Regarding chromosome 1, 410 genes were commonly amplified in the four cases (Additional file 2: Table S5). Remarkably, the majority of amplified genes was found to be associated with “Cell movement” (77 amplified genes) and “Cell migration” (68 amplified genes, also present in Cell movement) (both P < 0.001) (Fig. 6b and Additional file 2: Table S6). Among these genes, laminin subunit gamma 2 (LAMC2), paired related homeobox 1 (PRRX1), and regulator of G protein signaling 4 (RGS4) are reported to be greatly involved in the dynamic and reversible MErT/EMT process.
Among the 526 genes mapping on chromosome 6q and lost in half of the cases (Additional file 2: Table S7), the category “cellular assembly and organization, DNA replication, recombination, and repair” most significantly enriched in lost genes was involved in the DDR network with 21 gene members of the histone H1 family and related to formation of nucleosomes (P < 0.001) (Fig. 7b).

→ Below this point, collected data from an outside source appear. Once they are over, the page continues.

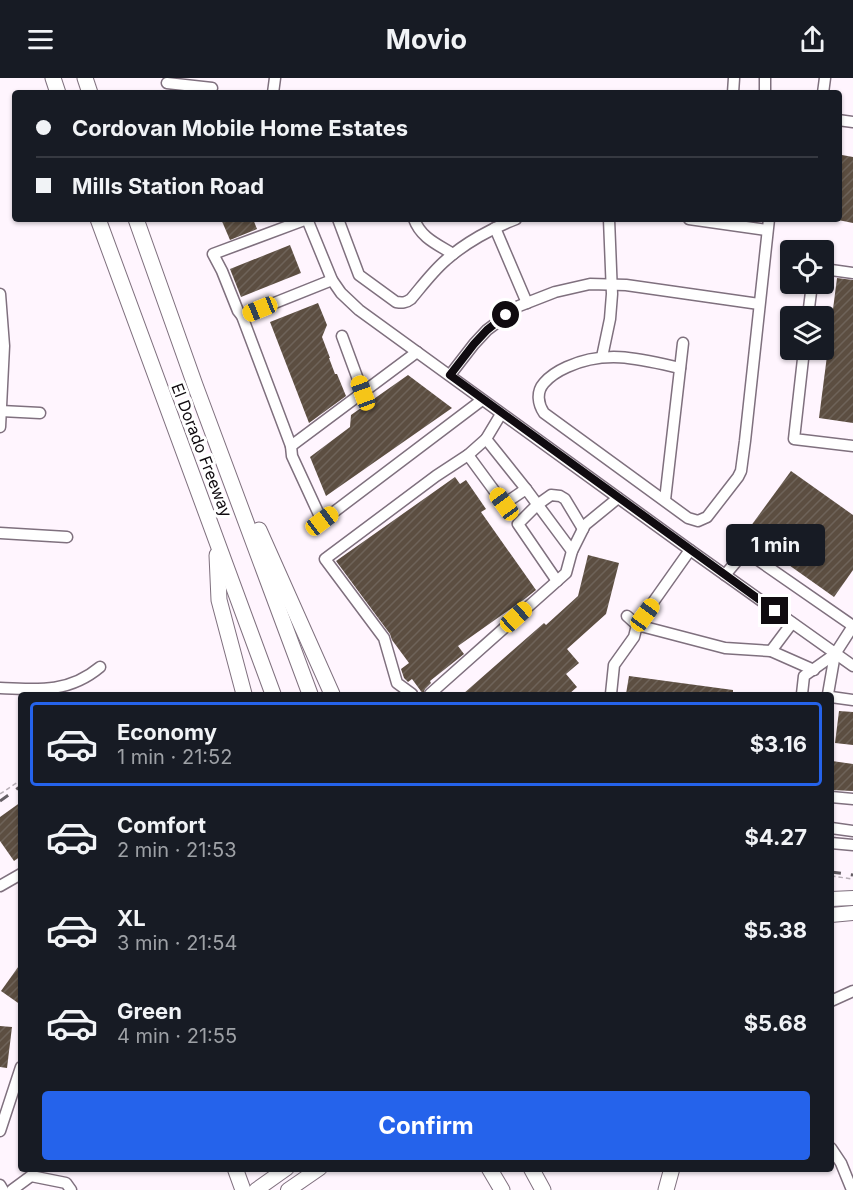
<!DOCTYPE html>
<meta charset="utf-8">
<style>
body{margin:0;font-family:Inter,sans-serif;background:#20242c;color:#f1f3f6;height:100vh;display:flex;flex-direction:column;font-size:22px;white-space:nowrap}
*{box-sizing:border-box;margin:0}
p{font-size:20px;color:#9ea1a6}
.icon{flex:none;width:33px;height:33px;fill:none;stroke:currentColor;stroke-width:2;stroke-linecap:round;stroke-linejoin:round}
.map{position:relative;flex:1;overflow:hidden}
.panel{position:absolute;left:18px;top:614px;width:816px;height:480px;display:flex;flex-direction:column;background:#171b24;border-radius:6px;box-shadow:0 2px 4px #0004}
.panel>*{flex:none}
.guide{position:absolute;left:12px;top:12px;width:830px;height:132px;border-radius:6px;box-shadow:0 2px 4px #0004;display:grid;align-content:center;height:132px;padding:0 24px;background:#171b24}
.controls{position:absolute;left:780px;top:162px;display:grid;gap:12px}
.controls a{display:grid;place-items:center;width:54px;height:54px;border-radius:6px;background:#171b24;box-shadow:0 2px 4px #0004;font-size:30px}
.end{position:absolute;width:27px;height:27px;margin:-14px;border:8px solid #100b10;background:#fff;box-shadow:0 0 0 3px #fff}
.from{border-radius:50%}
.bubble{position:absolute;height:42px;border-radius:6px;background:#171b24;box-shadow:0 2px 4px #0004;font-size:20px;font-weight:700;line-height:42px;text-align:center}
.car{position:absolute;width:18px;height:36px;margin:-18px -9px;border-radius:8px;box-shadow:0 0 4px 2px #0007;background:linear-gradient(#f5c518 24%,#345 0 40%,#f5c518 0 76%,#345 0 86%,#f5c518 0)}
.guide b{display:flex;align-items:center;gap:21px;height:57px;font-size:22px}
.guide b+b{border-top:2px solid #363941}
.guide i{width:15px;height:15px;background:#f1f3f6}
ul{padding:10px 0 0;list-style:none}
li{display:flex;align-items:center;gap:18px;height:84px;margin:0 12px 9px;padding:0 12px;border:3px solid transparent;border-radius:6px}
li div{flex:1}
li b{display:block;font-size:22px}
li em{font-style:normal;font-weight:700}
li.current{border-color:#2563eb}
li>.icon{width:54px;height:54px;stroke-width:1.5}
.primary-button{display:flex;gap:12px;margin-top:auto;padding:12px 24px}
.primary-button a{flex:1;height:69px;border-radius:6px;background:#2563eb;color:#fff;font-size:24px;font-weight:700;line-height:69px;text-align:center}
header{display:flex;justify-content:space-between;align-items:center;height:78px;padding:0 24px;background:#171b24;font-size:27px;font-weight:700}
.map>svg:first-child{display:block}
.building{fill:url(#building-hatch)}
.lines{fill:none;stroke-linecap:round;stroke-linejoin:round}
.minor-casing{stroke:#7f707e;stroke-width:13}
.major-casing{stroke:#7f707e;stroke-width:16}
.highway-casing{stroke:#7f707e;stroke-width:17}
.path{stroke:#b7aeb6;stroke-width:1.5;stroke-dasharray:4.5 3;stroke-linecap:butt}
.minor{stroke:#fff;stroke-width:10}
.major{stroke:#fff;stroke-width:14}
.highway{stroke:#fff;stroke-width:15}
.rail{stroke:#655e65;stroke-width:3;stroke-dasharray:10 10;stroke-linecap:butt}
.route{stroke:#100b10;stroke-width:8}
.labels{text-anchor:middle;stroke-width:6;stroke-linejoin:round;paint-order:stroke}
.street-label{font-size:16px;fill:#100b10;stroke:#fff}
</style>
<header><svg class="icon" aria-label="menu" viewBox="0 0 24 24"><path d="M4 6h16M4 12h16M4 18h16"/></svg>Movio<svg class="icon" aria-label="share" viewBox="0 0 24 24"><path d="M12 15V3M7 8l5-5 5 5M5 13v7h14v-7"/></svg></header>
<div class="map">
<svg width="853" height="1112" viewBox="0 0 853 1112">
<defs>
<pattern id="building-hatch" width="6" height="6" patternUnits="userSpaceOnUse" patternTransform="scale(1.5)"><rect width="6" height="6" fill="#5c4e41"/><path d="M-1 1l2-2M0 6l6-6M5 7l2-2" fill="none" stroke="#6e6359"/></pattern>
</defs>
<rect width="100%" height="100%" fill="#fff5fe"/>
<g class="building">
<polygon points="842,77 853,79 853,145 838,142 838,99"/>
<polygon points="221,141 253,141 257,151 230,162"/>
<polygon points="290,167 301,195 241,219 230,191"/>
<polygon points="837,200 853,202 853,345 819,340"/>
<polygon points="318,225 327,247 322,259 330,280 329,280 335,296 337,296 346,318 309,345 270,244"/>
<polygon points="408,297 452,330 326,418 310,379 350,349 351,337"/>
<polygon points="791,393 853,437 853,492 834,519 745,456"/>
<polygon points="455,399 460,406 466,402 486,431 481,434 536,512 526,520 458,568 464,576 430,603 431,605 425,611 423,616 412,601 408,604 404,600 401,591 409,585 392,562 390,556 336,483"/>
<polygon points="588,477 619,485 606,536 567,571 579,585 566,596 577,609 569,616 463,616 544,545 546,547 578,518"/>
<polygon points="629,598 733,612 733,616 626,616"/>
<polygon points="839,633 853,634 853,667 835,665"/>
<polygon points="832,683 853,686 853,713 831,712"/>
<polygon points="21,724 21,778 14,783 0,763 0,739"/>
<polygon points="21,885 21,927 1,913"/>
<polygon points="0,948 12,949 7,990 0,989"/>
</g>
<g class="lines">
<g class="minor-casing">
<g id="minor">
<polyline points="167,5 212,10"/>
<polyline points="273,15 275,0"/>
<polyline points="733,15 734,0"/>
<polyline points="765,15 765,0"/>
<polyline points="823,15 825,0"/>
<polyline points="838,42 853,44"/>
<polyline points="307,141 332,202 341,215 359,232 690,472 853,588"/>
<polyline points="307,141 213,176 222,193 238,233 242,238 291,368 292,378 322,443 482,322"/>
<path d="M 338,141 L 359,197 L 396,224 C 402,225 406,225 411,221 C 422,208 433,193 446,182 C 465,165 492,150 516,141"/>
<path d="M 414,141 C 421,160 437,166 453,176"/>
<polyline points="689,141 767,152"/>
<polyline points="495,150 527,225"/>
<polyline points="824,191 853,195"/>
<polyline points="0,216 4,268 0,349"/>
<polyline points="242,238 332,202"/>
<polyline points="808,238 812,206"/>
<polyline points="342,258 363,315"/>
<polyline points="804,272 794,361 853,368"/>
<polyline points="602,279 610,241 612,216 609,141"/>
<path d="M 680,290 C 641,281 606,271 567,289 C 558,293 550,298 544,305 C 536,314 538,326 544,335 L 688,440 L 698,443 L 707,439 L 738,399 L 741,393 L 745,363 L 769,141"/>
<polyline points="450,297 474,266 487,252 519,228 555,214 590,206 626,207 759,226"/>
<polyline points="1,333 40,335"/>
<polyline points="486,361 526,411 572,473"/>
<polyline points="291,368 417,274"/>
<polyline points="468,377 504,426 526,411"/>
<polyline points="665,422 683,265"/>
<polyline points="0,455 67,459"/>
<polyline points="725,497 745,473 853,548"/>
<polyline points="557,503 518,446 537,427 551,417 560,418 565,421 583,451"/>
<polyline points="627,538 637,547 725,570 771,573 814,592"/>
<polyline points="771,573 792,545"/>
<path d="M 0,610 C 38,612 69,615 100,589"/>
<polyline points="412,616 397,605 384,560 325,481 436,398 468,377 486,361 501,336"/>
<polyline points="430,616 566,495 572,473 585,447 618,420"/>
<polyline points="611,616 614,587 634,559 637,547 690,472"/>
<polyline points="802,616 804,598 835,576"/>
<polyline points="828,616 835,576 853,548"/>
<polyline points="831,619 853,622"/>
<polyline points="831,719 853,721"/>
<polyline points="831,750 853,753"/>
<polyline points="831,765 853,767"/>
<polyline points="0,808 21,796"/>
<polyline points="831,923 853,913"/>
<polyline points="0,1053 21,989"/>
<polyline points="831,1070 841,1085 852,1112"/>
<polyline points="0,1107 3,1112"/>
<polyline points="12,1112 31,1098 66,1105 71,1112"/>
</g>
</g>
<g class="major-casing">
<g id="major">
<polyline points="831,821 853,820"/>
<polyline points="831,837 853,835"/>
<polyline points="256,1112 287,1090"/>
<polyline points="288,1112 320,1090"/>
</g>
</g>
<g class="highway-casing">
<g id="highway">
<polyline points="53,0 58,15"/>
<polyline points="85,0 90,15"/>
<polyline points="98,141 273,616"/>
<polyline points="136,141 195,307 310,616"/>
<polyline points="259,452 332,616"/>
<polyline points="217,477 219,522 244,616"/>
<polyline points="235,1090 243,1112"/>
<polyline points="489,1090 502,1112"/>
<polyline points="531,1090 543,1112"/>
<polyline points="666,1112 672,1090"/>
</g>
</g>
<g class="path">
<polyline points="0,716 21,702"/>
<polyline points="831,798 853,801"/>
</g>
<use href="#minor" class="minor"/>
<use href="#major" class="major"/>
<use href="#highway" class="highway"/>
<g class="rail">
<polyline points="0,723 21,708"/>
<polyline points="831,794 853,797"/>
</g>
</g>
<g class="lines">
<polyline class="route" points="506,237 487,252 474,266 450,297 775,533"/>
</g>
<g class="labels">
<g class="street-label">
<text transform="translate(202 372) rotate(69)" y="6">El Dorado Freeway</text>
</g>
</g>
</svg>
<div class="controls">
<a><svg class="icon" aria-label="locate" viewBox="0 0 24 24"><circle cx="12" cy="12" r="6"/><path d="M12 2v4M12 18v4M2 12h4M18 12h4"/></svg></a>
<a><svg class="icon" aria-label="layers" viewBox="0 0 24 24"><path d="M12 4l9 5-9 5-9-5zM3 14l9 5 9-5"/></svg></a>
</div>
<i class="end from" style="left:506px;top:237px"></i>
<i class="end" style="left:775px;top:533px"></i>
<div class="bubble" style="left:726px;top:446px;width:99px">1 min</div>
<i class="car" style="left:260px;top:231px;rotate:248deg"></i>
<i class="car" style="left:363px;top:315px;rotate:340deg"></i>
<i class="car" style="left:504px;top:426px;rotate:324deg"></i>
<i class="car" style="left:322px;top:443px;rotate:53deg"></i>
<i class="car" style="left:645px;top:537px;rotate:36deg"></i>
<i class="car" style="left:516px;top:539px;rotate:48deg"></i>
<div class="guide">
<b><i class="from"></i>Cordovan Mobile Home Estates</b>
<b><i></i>Mills Station Road</b>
</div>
<section class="panel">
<ul>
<li class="current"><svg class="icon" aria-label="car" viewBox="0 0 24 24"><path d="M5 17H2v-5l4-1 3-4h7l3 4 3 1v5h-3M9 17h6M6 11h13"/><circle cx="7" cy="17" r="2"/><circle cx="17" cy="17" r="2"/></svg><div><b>Economy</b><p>1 min · 21:52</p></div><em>$3.16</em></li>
<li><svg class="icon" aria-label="car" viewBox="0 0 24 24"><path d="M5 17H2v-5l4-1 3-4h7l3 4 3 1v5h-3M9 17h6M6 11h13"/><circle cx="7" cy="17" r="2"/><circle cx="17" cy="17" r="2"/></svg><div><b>Comfort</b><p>2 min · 21:53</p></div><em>$4.27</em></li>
<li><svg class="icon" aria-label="car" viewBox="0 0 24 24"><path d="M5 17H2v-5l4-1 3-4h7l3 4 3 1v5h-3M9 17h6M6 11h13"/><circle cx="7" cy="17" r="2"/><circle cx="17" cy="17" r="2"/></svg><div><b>XL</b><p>3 min · 21:54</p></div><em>$5.38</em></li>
<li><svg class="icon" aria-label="car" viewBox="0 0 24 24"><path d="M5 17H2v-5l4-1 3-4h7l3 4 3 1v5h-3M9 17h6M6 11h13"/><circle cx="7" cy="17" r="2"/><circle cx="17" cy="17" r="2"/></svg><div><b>Green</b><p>4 min · 21:55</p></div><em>$5.68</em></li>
</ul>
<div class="primary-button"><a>Confirm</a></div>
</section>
</div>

Finally, since the short arm of chromosome 6 carries the major histocompatibility complex (Additional file 2: Table S7) which encodes HLA class I antigens, mandatory for tumor cells to be recognized by cytotoxic T cells, the two monosomic cases (DSRCT3 and 7) are expected to show characteristics of immunoescape [32]. Further strength to a deficient immune response in these two cases is given by the loss of the following genes located on short arm of chromosome 6: proteasome subunit beta 8 (PSMB8) and proteasome subunit beta 9 (PSMB9), transporter 1, ATP-binding cassette subfamily B member (TAP1) transporter 2, ATP-binding cassette subfamily B member (TAP2), and TAP-binding protein (TAPBP) associated with antigen presentation; and interferon regulatory factor 4 (IRF4, also named MUM1) recently demonstrated to be fundamental in generation of Type 1 T helper (Th1) response [33].